Something clicked when a trusted friend lent me "The Irresistible Revolution" by Shane Claiborne. On a quest to live an authentic Christian life, Claiborne encountered a condition called 'spiritual bulimia' which he describes as consuming large amounts of Christian books and merchandise that are never digested. Instead, he vomited the information up to those around him while starving to death spiritually, "suffocated by Christianity but thirsty for God" (p39). It was easy to see evidence of spiritual bulimia in my own life. I had learned to sound spiritual to fit in at church while suppressing my own thoughts and emotions. For the sake of appearances, I stopped being real. And despite the old adage that nothing I do would cause God to love me more or love me less, I got caught up in performance-based Christianity.
As these revelations came to the forefront, I felt like a fish out of water, no longer at peace in the church I'd called home for so many years. After all, my life had changed a lot since I set foot in that church-planting home fellowship 13 years ago. God allowed me to journey through blessings, trials and losses- all of which influence who I am today.
I consulted another trusted friend about my concerns. In a related conversation, she warned me about a "new Christianity" being preached in a book titled "Velvet Elvis" by Rob Bell. Curious, I bought the book and found that I could again relate to the author's struggles:
I started identifying how much of my life was about making sure the right people were pleased with me. And as this became more and more clear, I realized how less and less pleased I was with myself. What happens is our lives become so heavily oriented around the expectations of others that we become more and more like them and less and less like ourselves.
Could this be why, after trying so hard to fit in, I felt a lack of peace with myself? Bell's counselor told him "Your job is the relentless pursuit of who God made you to be. And anything else you do is sin and you need to repent of it" (p114). It became time to embrace who God made ME to be, a creative-type wife and adoptive mom who enjoys lively worship, encouraging messages, working from home and watching her son blossom in a classroom setting. "No apologies for who I'm meant to be" as the song "Undone" goes by MercyMe.

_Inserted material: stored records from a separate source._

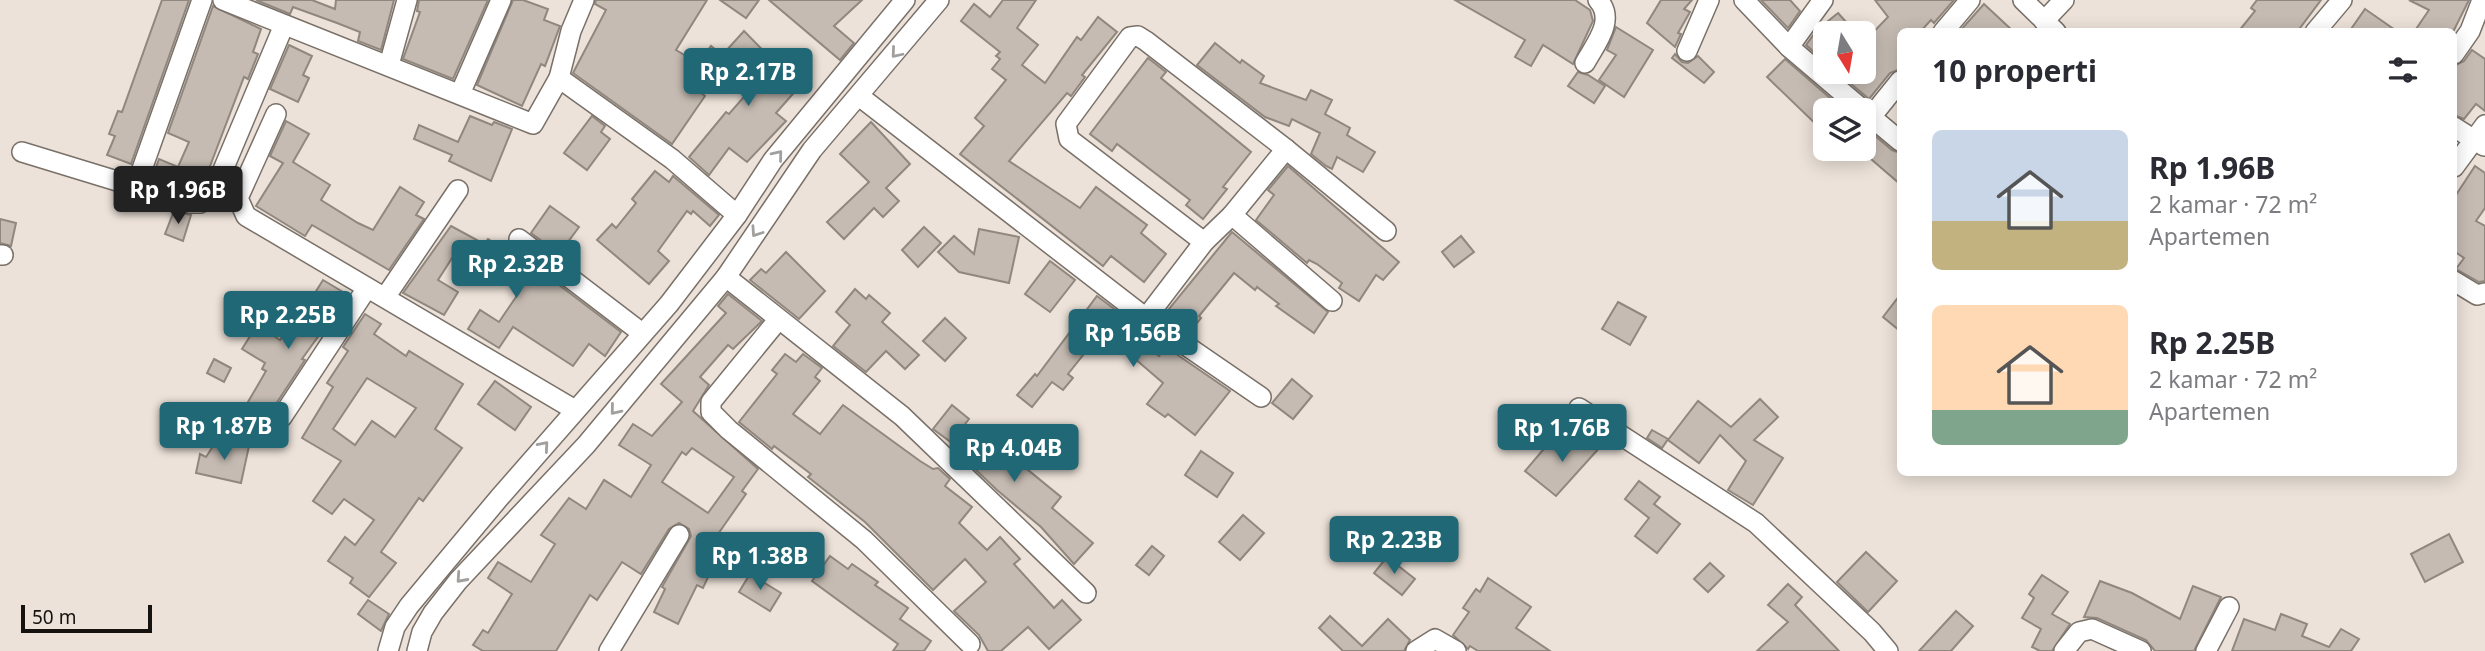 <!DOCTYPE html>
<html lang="id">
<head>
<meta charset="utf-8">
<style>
  :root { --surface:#fff; --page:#f7f7f7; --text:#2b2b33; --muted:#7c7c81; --accent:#216876 }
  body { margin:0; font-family:"Noto Sans",sans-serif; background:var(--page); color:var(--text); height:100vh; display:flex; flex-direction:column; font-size:26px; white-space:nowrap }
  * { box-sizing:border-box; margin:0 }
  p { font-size:23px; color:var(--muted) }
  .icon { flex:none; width:38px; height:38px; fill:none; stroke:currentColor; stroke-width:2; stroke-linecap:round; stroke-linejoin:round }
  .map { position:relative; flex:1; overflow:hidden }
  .details { position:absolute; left:1897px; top:28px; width:560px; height:448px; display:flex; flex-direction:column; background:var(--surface); border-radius:10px; box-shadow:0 4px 18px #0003 }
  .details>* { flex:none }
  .needle { width:46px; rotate:169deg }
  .buttons { position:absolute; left:1813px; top:21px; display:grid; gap:14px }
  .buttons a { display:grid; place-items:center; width:63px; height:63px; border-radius:10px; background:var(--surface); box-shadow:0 4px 18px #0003; font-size:35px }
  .scale { position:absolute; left:21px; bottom:18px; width:131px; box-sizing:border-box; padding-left:7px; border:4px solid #15120f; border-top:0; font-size:19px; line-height:24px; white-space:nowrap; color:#15120f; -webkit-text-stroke:5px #ece2d9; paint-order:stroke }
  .price { position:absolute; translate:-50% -60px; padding:0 16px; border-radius:7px; background:var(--accent); color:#fff; font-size:23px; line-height:46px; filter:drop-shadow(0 2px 4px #0008) }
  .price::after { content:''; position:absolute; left:50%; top:42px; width:21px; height:16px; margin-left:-10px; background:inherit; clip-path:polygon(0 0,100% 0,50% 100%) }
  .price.active { background:#222; color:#fff }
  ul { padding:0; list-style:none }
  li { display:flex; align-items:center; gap:21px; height:175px; padding:0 35px }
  li span { display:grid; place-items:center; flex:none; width:196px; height:140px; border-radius:10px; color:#555 }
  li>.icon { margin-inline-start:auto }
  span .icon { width:84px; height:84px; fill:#fffc; stroke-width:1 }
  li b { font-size:30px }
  h2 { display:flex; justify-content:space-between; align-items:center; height:84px; padding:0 35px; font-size:30px }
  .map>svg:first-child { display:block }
  .building { fill:#c5bbb2; stroke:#90877e; stroke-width:2; fill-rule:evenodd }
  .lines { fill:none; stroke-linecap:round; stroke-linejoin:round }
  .minor-casing { stroke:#797068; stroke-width:22 }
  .minor { stroke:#fff; stroke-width:19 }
  .oneway { stroke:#a1a09f }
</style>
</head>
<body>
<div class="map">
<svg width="2485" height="651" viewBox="0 0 2485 651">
  <rect width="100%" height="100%" fill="#ece2d9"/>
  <g class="building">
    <path d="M162,0h27l-58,164 -24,-9 8,-19 -6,-2 9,-23 4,1z"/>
    <path d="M256,0h56l23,9 1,-9h58l-13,50 -23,-9 2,-9 -23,-9 -44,-16 -3,7z"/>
    <path d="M419,0h69l-35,79 -50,-20 17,-47 -3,-1z"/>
    <path d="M513,0h10l25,9 -4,11 16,6 -15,40 -4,-2 -19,42 -45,-21z"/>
    <path d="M596,0h111l-31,50 22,13 13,-17 16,13 -27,33 5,4 -33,48 -99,-71 33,-63 -11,-6z"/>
    <path d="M720,0h39l-13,18z"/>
    <path d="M769,0h93l-28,26 20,17 -14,17z"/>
    <path d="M1003,0h33l-19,28 21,17 -16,20 23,18 32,-46 4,3 17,-23 19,15 -35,43 3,2 -14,19 -4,-3 -58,68 71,47 16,-21 51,38 -6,8 25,21 -22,28 -33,-26 -8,10 -143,-112 24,-28 -9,-8 31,-38 -14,-11 8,-10 -4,-3 4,-4 -39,-31 13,-17 16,13z"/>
    <path d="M1455,0h120l15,10 3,11 -20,43 -30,-19 -12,21 -16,-9 10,-17z"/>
    <path d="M1661,0h31l-8,9 6,3 -12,21 3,1 -6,13 -28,-24z"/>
    <path d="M1761,0h29l10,11 -12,17z"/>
    <path d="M1875,0h79l-20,23 -3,-3 -11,12h-20v37l-10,4 -21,26 -32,-27h27v-30l24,-25z"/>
    <path d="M2257,0h64l-24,32h-59l17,-21 -4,-3z"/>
    <path d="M2409,0h60l-16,32h-39l15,-22z"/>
    <path d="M1984,4l30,28h-55z"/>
    <path d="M213,6l48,23 -8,23 5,2 -10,25 -4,-2 -42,110 -11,4 -39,-12 7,-20 19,8 11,-25 -21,-9z"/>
    <path d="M2365,9l33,23h-49z"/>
    <path d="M1838,13l18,20h-31v29l-19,-17 11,-15z"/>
    <path d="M1616,27l37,23 -29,47 -25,-17 17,-25 -9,-5z"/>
    <path d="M744,31l55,56 -23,26 10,8 -39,41 -18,-14 -20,27 -20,-18 37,-45 3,2 28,-32 -32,-30z"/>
    <path d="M1215,43l25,20 2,-3 22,16 -4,7 46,17 5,-10 21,10 -7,14 25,14 -3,7 28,17 -12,20 -26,-15 -5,12 -6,-3 -15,-12 9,-21 -28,-14 -3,7 -24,-9 -68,-52z"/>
    <path d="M289,45l23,11 -9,19 6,3 -11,24 -28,-13z"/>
    <path d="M2472,50l13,9v52l-9,-7 -12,15 -10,-4v-49l10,-5z"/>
    <path d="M1675,54l7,8 6,1 10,-7 16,16 -10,11 -32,-25z"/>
    <path d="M1148,58l18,14 -5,6 90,74 -28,35 4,2 -24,30 -17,-14 4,-5 -73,-56 -5,7 -22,-17z"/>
    <path d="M1785,59l59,51h-19v23l-58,-56z"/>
    <path d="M1578,72l10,3 17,11 -11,17 -26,-17z"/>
    <path d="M470,116l22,9 2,-3 18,7 -21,52 -42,-20 3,-6 -38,-16 5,-14 39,17z"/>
    <path d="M592,116l13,10 -4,6 9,7 -23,31 -23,-17z"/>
    <path d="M286,121l23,13 -16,28 37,23 -9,15 37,23 15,7 27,-43 24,15 -8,13 8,4 -35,51 -77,-45 -7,11 -49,-30 27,-43 -13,-7z"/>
    <path d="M871,122l39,42 -24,24 13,13 -16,16 -9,-9 -30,31 -17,-17 42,-40 -29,-28z"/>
    <path d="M1867,129l25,21 8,3v31l-36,-31v-20z"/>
    <path d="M1288,166l111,96 -16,18 -7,-5 -17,26 -20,-13 3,-5 -25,-19 -8,-4 -2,3 -51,-43 18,-25 -6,-5z"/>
    <path d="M2475,166l10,7v35l-9,13 9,5v55l-6,1 -23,-13 8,-11 -10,-7v-53z"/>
    <path d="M655,171l14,11 4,-6 46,39 -9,11 -17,-15 -2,3 -4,-3 -29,40 11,10 -20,23 -52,-44 15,-16 4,4 20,-25 -4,-4z"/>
    <path d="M550,206l29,21 -20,27 -28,-21z"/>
    <path d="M174,211l17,4 -8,26 -18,-7z"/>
    <path d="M0,219l16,4 -5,23 -11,-3z"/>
    <path d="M451,226l33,18 4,-5 17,11 12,3 104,79 -16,24 -16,-12 -16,22 -60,-39 -14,21 -31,-19 12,-19 19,12 21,-31 -29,-18 2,-3 -24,-16 -4,8 -11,-7 -16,25 20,12 -14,23 -41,-22z"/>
    <path d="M924,227l17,16 -23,24 -16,-17z"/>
    <path d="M979,229l40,8 -10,46 -50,-11 -21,-20 16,-16 20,18z"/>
    <path d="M1232,232l96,80 -14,21 -38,-27 3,-2 -22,-17 -2,3 -21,-17 -35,43 2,2 -12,15 -25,-18z"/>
    <path d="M1461,236l13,16 -20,15 -12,-15z"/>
    <path d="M786,252l39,39 -26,28 -49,-39 11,-11 5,4z"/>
    <path d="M1050,261l25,19 -25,32 -25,-18z"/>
    <path d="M323,280l25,15 -46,64 3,1 -33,50 -5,19 -26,-15 25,-43 -4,-2 3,-6 -23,-14 15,-24 23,15 7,-11 4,2z"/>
    <path d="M855,289l11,10 3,-4 21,18 -8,9 37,33 -14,14 -19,-18 -20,21 -33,-26 17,-21 -14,-13z"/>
    <path d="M728,294l34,27 -29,28 -5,-4 -28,32 9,8 -16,26 65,58 -16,22 4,3 -42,60 12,6 -13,28 -6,-3 -19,39 -24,-12 11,-23 -3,-2 29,-51 -2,-7 -10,-6 -10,6 -28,45 -19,-12 -25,38 -7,-5 -34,56h-73l-10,-6 10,-15 5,3 24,-39 -24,-16 10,-16 33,20 24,-38 -14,-9 28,-37 17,11 18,-29 27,17 20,-32 -32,-20 14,-21 19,12 30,-34 -21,-18 65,-71 -8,-7zM692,448l42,29 -26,36 -46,-31 20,-30 4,3z"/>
    <path d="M1900,295v36l-17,-14z"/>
    <path d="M1097,296l20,15 -3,4 18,14 -3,3 30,24 7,-9 64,44 -35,44 -27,-21 -3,3 -18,-13 16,-21 -44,-38 -2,3 -17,-14 -32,40 5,4 -10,12 -11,-8 -20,25 -15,-12 18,-21 2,2z"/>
    <path d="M1618,302l28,15 -16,28 -28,-16z"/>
    <path d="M365,314l16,10 -7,10 32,22 3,-5 54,33 -28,45 27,19 -39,53 -4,-3 -38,54 15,11 -27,34 -19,-14 3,-5 -25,-17 17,-24 10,8 19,-25 -30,-21 -12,15 -19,-13 28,-40 -39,-23 31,-51 -6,-4 21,-32 -5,-4zM367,378l49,30 -21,29 -23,-16 -17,24 -22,-16z"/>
    <path d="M945,318l21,20 -21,23 -22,-20z"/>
    <path d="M785,354l11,8 7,-8 19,14 -7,9 5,4 -27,33 27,20 23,-29 77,56 13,8 5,-1 12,11 -5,7 27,21 -13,16 28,27 13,-13 20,22 -6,5 40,44 8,-8 19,20 -32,29 -21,-22 -27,24h-13l-9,-16 -25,-24 32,-29 -21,-23 -32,31 -68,-68 -57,-45 3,-3 -37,-28 -2,3 -33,-27 38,-48 -5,-4z"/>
    <path d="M214,359l17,9 -7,14 -17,-9z"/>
    <path d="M1292,379l20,17 -19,23 -21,-16z"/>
    <path d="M495,381l36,26 -16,23 -37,-26z"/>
    <path d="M1760,399l18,18 -24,23 29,18 -30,47 -25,-15 18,-29 -26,-26 -21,28 -31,-23 30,-39 33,26z"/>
    <path d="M952,405l17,14 -7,9 23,18 4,-5 22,15 50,41 -9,11 41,35 -19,21 -33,-37 -44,-37 -43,-41 2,-3 -23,-17z"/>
    <path d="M1652,430l16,9 -6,9 -15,-10z"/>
    <path d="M1585,432l16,14 -45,50 -31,-25 23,-27 16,13z"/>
    <path d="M217,440l32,6 -8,37 -45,-10 4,-19 6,3z"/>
    <path d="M1201,451l32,22 -16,24 -32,-22z"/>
    <path d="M1639,481l21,16 -6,7 26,20 -23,29 -22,-17 14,-18 -24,-19z"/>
    <path d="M1243,515l21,18 -24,27 -21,-18z"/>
    <path d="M2449,534l14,28 -38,20 -14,-28z"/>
    <path d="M1152,546l12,10 -15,19 -13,-10z"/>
    <path d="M1866,552l31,29 -29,31 -31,-30z"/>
    <path d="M830,556l18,13 4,-5 26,18 -3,3 33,23 -8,11 31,22 -7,10h-31l5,-7 -86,-63z"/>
    <path d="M1387,557l28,22 -13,16 -28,-22z"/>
    <path d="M1710,563l14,13 -16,16 -14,-13z"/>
    <path d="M750,574l31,19 -11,18 -31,-19z"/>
    <path d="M2042,575l26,17 -16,22 18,10 -18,27h-12l-8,-4 9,-18 -19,-11 12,-20 -5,-4z"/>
    <path d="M1488,578l43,29 -15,21 34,23h-72l-8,-5 -2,3 -15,-14 16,-23 -6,-4 13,-19 4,3z"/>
    <path d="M2100,581l32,12 48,26 13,-33 28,11 -27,54h-39l-9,-11 -49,-22 -13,-1z"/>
    <path d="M1788,584l14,13 -7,8 44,46h-82l31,-29 -20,-17z"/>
    <path d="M368,600l21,14 -8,17 -23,-17z"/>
    <path d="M1956,611l17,15 -22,25h-32z"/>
    <path d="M2281,614l26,10 -5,12 27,11 12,-18 18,10 -8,12h-119l12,-32 31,11z"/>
    <path d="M1330,616l32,30 26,-27 22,21 -6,11h-61l-24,-23z"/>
  </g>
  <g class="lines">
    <g class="minor-casing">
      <g id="minor">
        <path d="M223,0l310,124 26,-46"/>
        <path d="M584,0l-13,31 -12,47 113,81 65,56"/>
        <path d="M1744,0l45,47"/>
        <path d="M1823,0l-34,47 74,63"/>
        <path d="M2023,0l33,32"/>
        <path d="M2044,21l20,-21"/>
        <path d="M1943,32l27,-32"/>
        <path d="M2315,32l27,-32"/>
        <path d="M1687,51l22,-51"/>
        <path d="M2454,54l16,-23 12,-31"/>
        <path d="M1585,63c11,-20 31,-43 13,-63"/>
        <path d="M389,65l18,-65"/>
        <path d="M460,94l41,-94"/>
        <path d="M859,96l287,222 115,79"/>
        <path d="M1864,111l36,30"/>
        <path d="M276,114l-38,84 8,18 329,194"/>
        <path d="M1871,117l29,-36"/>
        <path d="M2454,127l30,19"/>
        <path d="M22,152l167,51h11l12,-7 72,-171"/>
        <path d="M2454,167l31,-42"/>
        <path d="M136,186l66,-186"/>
        <path d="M1232,215l100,86"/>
        <path d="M519,239l123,94"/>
        <path d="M1204,242l-135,-103 -3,-15 64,-87 8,-1 8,5 140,108 100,82"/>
        <path d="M0,255h3"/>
        <path d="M726,277l176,139 184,177"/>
        <path d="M2454,281l23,14 8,-2"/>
        <path d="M386,296l72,-106"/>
        <path d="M1146,318l58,-76 28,-27 54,-66"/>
        <path d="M778,320l-67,82v10l18,18 135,110 106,104"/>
        <path d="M1579,408l177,115 116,109 16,19"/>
        <path d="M282,417l85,-129"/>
        <path d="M388,651l7,-24 14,-21 90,-108 170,-194 68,-89 36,-55 132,-160"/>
        <path d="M417,651l5,-19 11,-19 25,-32 128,-136 140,-168 86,-127 127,-150"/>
        <path d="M609,651l70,-116"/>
        <path d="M1416,651l19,-12 21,12"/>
        <path d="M2064,651l15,-19 13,-3 49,22"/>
        <path d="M2206,651l23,-44"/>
      </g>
    </g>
    <use href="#minor" class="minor"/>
  </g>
  <defs><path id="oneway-chevron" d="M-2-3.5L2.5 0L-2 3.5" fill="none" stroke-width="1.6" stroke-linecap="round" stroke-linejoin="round" transform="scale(1.75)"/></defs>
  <g class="oneway">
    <use href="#oneway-chevron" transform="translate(896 53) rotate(130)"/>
    <use href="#oneway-chevron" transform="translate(778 155) rotate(-51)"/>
    <use href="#oneway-chevron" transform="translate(756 232) rotate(124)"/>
    <use href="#oneway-chevron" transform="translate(615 410) rotate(129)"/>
    <use href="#oneway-chevron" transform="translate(544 446) rotate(-49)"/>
    <use href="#oneway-chevron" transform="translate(461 578) rotate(132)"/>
  </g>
</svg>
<div class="buttons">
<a><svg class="needle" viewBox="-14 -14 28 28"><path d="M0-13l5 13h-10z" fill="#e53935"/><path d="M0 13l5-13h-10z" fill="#7c7c81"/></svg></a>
<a><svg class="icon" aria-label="layers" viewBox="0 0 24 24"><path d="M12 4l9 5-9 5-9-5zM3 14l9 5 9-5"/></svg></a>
</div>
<div class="scale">50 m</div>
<b class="price" style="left:748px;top:108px">Rp 2.17B</b>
<b class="price active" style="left:178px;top:226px">Rp 1.96B</b>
<b class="price" style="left:516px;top:300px">Rp 2.32B</b>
<b class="price" style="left:288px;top:351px">Rp 2.25B</b>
<b class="price" style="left:1133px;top:369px">Rp 1.56B</b>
<b class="price" style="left:224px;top:462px">Rp 1.87B</b>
<b class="price" style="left:1562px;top:464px">Rp 1.76B</b>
<b class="price" style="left:1014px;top:484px">Rp 4.04B</b>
<b class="price" style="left:1394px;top:576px">Rp 2.23B</b>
<b class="price" style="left:760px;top:592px">Rp 1.38B</b>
<section class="details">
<h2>10 properti<svg class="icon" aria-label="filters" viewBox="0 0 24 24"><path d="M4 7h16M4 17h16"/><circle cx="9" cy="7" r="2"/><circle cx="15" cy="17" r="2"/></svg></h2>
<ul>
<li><span style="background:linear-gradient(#c9d6e8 65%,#c2b280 0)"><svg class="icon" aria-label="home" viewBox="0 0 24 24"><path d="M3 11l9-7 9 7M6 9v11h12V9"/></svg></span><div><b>Rp 1.96B</b><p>2 kamar · 72 m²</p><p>Apartemen</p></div></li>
<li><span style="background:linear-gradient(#ffd9b3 75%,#7fa58c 0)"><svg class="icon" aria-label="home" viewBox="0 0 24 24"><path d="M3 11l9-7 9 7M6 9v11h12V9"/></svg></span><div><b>Rp 2.25B</b><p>2 kamar · 72 m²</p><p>Apartemen</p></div></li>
</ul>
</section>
</div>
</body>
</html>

I have concluded that both Claiborne and Bell are seeking after God. Call them radical. Call them emergent. Call them whatever you want. But they have valuable thoughts to share, thoughts I needed to hear for direction and healing. Actually, there is a whole slew of teachers I've benefited from despite reservations I've heard from some believers like:
"Joel Osteen doesn't preach about sin."
"Bill Hybels is seeker-sensitive."
"Rick Warren serves alongside non-Christians."
"Beth Moore promotes contemplative prayer."
My question is this: Isn't there room enough at the marriage supper table for all Christians?
For God so loved the world, that he gave his only begotten Son, that whosoever believeth in him should not perish, but have everlasting life. (John 3:16)
If God has room at His table for all of the whosovers-our neighbors, coworkers, family, friends, even us- why are we so critical of each other? I propose there's not only room enough, but God is looking forward to seeing his reserved table filled with His diverse followers. Let's start our eternal life together by showing love, respect and appreciation for each other here on earth, despite actual or perceived differences. If I hadn't, I would have missed out on insightful teachers with revelations for my sanctification.